Your instructions: Find the lines in the records that carry the word "Ness". Copy each one.

Data for the task START

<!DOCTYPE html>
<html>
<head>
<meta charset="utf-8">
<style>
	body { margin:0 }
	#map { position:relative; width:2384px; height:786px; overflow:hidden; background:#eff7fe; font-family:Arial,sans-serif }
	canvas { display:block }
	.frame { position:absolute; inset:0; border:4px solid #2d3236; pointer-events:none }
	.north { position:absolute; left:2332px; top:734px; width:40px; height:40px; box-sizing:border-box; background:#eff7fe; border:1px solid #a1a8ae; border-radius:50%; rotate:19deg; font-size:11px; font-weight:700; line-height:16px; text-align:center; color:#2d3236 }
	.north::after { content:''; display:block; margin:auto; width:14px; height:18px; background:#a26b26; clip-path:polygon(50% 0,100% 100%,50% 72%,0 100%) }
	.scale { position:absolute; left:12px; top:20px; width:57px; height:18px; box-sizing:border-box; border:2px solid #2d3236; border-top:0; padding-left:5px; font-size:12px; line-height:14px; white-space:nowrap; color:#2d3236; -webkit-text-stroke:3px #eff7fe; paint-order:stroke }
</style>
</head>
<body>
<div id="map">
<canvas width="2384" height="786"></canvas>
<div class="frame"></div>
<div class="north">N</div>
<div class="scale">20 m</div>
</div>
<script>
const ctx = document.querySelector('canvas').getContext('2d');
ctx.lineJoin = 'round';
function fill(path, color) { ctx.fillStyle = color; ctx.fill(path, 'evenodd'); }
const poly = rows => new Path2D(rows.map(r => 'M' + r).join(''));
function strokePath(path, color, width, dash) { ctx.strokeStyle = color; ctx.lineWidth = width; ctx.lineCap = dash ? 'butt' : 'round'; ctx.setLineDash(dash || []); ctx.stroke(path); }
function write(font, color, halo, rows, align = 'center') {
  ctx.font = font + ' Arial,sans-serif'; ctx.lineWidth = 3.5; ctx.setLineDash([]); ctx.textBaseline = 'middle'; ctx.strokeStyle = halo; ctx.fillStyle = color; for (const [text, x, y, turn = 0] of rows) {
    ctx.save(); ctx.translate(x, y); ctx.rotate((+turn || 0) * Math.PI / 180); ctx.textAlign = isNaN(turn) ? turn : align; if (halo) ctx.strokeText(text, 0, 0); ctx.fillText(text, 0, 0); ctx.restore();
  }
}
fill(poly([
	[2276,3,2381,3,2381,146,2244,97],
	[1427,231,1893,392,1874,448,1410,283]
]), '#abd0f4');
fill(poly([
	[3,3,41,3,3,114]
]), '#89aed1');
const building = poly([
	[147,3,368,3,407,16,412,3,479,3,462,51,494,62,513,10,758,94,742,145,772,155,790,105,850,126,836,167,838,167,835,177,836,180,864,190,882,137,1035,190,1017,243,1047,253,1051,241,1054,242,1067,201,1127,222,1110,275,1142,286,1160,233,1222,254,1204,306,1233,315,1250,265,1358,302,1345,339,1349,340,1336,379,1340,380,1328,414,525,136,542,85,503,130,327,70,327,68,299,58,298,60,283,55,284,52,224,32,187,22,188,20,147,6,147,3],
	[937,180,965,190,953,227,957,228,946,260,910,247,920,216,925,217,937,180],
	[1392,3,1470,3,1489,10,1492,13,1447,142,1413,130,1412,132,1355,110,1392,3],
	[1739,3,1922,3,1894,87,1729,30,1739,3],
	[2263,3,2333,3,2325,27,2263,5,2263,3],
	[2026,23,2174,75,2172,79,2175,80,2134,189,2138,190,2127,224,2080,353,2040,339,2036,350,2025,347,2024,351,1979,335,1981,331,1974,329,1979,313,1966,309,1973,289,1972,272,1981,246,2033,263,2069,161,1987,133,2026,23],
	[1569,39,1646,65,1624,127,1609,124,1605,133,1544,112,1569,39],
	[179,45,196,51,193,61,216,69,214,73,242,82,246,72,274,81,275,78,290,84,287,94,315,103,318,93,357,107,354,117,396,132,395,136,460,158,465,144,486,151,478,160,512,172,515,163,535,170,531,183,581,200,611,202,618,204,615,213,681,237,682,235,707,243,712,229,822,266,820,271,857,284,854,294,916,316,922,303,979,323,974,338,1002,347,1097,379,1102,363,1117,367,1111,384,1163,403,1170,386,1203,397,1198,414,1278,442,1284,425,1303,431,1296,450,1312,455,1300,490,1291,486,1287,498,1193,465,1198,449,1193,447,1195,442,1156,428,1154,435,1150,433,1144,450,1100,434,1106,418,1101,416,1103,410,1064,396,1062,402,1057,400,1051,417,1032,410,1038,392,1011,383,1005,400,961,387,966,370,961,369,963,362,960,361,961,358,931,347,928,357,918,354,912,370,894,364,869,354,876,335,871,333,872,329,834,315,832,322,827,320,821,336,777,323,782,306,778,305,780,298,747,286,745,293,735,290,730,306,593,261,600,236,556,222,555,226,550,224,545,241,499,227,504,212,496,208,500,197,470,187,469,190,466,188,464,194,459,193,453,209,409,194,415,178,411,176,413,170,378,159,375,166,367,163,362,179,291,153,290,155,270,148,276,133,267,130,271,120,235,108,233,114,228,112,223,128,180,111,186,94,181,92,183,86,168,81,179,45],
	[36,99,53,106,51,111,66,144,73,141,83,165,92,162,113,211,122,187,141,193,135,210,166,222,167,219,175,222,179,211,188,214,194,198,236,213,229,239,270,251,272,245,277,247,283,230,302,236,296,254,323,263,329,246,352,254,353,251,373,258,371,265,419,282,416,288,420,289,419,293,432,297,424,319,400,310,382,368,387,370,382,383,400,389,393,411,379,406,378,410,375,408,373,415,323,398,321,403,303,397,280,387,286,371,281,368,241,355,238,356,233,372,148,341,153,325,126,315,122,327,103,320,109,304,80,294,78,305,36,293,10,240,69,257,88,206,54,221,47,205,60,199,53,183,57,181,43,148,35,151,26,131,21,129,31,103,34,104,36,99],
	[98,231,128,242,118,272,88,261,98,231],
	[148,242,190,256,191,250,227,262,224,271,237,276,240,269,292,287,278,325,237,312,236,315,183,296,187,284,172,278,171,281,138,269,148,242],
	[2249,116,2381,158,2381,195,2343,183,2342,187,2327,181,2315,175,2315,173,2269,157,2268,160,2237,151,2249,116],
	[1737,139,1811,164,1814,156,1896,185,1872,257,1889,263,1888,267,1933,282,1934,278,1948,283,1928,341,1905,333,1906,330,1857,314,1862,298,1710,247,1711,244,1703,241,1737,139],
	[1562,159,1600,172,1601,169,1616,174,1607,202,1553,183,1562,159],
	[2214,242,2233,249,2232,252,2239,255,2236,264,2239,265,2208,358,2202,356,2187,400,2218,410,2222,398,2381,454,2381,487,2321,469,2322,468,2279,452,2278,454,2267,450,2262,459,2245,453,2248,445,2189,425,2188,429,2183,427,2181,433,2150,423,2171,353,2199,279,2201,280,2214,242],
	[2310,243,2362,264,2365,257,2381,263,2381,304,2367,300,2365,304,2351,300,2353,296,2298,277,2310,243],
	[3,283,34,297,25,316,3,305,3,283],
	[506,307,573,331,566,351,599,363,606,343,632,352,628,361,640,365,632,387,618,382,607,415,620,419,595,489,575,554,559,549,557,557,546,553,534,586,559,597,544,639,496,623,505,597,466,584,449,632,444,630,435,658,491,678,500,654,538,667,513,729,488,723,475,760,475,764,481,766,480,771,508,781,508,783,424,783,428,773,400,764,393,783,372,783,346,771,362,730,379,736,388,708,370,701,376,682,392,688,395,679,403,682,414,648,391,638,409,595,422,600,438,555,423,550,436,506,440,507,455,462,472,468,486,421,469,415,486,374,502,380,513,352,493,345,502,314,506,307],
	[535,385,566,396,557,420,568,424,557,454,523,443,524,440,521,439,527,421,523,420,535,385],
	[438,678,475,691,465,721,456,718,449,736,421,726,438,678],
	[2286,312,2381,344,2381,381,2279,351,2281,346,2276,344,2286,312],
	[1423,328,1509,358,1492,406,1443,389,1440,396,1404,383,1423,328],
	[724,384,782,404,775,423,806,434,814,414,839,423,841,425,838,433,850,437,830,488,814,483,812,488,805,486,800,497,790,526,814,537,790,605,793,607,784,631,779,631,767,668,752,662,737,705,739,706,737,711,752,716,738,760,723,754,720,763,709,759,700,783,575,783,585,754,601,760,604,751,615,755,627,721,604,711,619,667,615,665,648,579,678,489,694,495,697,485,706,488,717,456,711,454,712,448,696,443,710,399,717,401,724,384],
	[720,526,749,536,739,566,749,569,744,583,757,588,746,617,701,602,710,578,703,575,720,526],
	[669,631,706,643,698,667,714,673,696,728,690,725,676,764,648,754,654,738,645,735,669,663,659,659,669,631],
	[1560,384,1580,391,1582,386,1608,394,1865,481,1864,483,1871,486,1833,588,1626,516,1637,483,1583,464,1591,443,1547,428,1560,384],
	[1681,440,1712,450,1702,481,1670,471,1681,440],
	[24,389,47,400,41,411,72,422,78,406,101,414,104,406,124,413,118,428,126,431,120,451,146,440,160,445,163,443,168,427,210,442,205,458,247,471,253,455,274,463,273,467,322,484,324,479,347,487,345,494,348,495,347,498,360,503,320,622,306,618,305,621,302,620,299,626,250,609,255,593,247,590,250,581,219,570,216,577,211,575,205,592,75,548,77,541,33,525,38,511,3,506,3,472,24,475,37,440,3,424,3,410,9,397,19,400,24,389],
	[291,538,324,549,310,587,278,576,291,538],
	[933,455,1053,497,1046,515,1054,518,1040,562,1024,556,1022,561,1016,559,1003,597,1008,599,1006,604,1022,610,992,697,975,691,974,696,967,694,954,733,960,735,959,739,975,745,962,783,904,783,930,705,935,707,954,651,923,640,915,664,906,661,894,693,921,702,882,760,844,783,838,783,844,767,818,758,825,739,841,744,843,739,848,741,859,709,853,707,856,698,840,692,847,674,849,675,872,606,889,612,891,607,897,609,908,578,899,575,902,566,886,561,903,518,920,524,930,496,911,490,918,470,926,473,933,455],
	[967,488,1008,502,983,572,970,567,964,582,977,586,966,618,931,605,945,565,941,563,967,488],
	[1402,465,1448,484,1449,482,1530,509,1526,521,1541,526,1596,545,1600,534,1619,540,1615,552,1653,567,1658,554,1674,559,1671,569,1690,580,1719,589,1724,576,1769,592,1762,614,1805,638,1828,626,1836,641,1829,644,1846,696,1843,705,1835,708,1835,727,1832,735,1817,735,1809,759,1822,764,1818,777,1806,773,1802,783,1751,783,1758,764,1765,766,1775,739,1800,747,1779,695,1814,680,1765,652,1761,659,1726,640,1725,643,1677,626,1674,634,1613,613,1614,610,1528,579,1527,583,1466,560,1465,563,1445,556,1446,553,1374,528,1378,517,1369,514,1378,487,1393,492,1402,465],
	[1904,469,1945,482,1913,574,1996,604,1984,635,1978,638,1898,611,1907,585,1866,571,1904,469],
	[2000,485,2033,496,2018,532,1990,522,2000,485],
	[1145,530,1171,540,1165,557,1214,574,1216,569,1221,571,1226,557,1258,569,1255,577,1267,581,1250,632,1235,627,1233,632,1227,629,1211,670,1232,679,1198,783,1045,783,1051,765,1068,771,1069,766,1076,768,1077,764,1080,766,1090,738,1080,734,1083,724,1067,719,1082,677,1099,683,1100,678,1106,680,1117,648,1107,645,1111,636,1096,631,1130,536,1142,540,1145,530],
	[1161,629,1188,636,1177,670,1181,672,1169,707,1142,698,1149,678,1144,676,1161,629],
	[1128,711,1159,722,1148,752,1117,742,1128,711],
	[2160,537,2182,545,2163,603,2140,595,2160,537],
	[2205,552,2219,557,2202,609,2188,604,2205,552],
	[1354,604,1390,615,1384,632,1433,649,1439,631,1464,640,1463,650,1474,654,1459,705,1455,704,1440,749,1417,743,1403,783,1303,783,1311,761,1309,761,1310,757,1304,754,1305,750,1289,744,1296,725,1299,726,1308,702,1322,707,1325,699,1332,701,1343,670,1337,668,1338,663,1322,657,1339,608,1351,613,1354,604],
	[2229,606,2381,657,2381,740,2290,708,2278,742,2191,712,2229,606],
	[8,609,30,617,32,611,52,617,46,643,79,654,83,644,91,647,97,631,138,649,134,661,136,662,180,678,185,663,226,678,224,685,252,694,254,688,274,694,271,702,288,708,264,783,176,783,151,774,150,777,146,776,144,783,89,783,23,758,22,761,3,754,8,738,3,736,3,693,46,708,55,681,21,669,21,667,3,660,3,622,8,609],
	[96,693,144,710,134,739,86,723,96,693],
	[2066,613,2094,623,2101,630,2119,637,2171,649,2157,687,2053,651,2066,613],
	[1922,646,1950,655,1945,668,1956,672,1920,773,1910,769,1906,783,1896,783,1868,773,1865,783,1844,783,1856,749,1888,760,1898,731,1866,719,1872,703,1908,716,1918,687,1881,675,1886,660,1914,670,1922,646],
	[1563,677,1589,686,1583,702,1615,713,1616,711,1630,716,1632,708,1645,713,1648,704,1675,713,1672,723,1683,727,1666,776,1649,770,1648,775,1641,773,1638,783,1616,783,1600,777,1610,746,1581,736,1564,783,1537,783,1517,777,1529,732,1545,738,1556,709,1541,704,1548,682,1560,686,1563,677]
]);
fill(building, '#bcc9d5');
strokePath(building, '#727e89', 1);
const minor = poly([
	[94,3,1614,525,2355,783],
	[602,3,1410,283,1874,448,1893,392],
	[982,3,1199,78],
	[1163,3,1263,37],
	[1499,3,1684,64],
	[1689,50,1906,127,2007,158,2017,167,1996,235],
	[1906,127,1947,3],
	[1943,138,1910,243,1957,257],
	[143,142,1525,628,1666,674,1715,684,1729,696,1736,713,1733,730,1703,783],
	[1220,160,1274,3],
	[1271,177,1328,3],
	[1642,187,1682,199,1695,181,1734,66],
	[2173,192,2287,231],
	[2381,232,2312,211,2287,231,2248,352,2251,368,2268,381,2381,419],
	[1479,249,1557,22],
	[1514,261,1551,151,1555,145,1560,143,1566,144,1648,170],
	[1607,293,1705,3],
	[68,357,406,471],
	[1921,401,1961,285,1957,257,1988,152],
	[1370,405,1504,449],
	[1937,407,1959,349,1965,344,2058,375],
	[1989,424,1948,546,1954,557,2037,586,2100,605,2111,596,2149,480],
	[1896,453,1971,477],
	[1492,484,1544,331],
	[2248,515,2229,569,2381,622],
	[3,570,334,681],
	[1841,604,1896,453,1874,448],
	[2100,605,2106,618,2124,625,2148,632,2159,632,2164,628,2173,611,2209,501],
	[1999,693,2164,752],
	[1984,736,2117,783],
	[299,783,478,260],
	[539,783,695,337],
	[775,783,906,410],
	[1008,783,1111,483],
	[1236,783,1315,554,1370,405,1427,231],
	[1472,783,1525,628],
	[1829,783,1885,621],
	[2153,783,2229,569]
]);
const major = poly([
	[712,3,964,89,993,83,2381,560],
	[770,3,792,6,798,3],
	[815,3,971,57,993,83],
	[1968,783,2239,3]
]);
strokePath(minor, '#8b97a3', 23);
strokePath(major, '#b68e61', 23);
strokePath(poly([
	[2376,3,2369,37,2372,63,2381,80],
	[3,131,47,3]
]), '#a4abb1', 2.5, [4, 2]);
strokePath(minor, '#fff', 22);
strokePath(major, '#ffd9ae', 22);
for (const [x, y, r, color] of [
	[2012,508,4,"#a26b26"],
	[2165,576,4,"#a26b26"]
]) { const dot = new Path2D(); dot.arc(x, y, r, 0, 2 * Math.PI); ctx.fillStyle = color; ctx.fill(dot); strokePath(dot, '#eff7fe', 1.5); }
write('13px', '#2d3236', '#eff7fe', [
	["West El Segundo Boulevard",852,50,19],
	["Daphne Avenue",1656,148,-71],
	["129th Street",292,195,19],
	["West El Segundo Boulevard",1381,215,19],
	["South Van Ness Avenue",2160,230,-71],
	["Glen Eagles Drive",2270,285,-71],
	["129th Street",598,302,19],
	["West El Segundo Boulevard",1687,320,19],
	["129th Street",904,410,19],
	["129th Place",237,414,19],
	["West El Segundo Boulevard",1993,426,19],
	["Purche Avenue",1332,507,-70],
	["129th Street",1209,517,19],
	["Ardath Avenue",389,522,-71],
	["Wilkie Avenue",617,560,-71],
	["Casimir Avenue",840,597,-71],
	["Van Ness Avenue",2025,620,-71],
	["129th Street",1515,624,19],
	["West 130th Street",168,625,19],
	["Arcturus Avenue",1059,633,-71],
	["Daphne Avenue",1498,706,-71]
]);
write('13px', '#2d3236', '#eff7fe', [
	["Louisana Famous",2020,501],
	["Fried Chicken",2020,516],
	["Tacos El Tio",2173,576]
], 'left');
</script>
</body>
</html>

Data for the task END

Expected answer:
	["South Van Ness Avenue",2160,230,-71],
	["Van Ness Avenue",2025,620,-71],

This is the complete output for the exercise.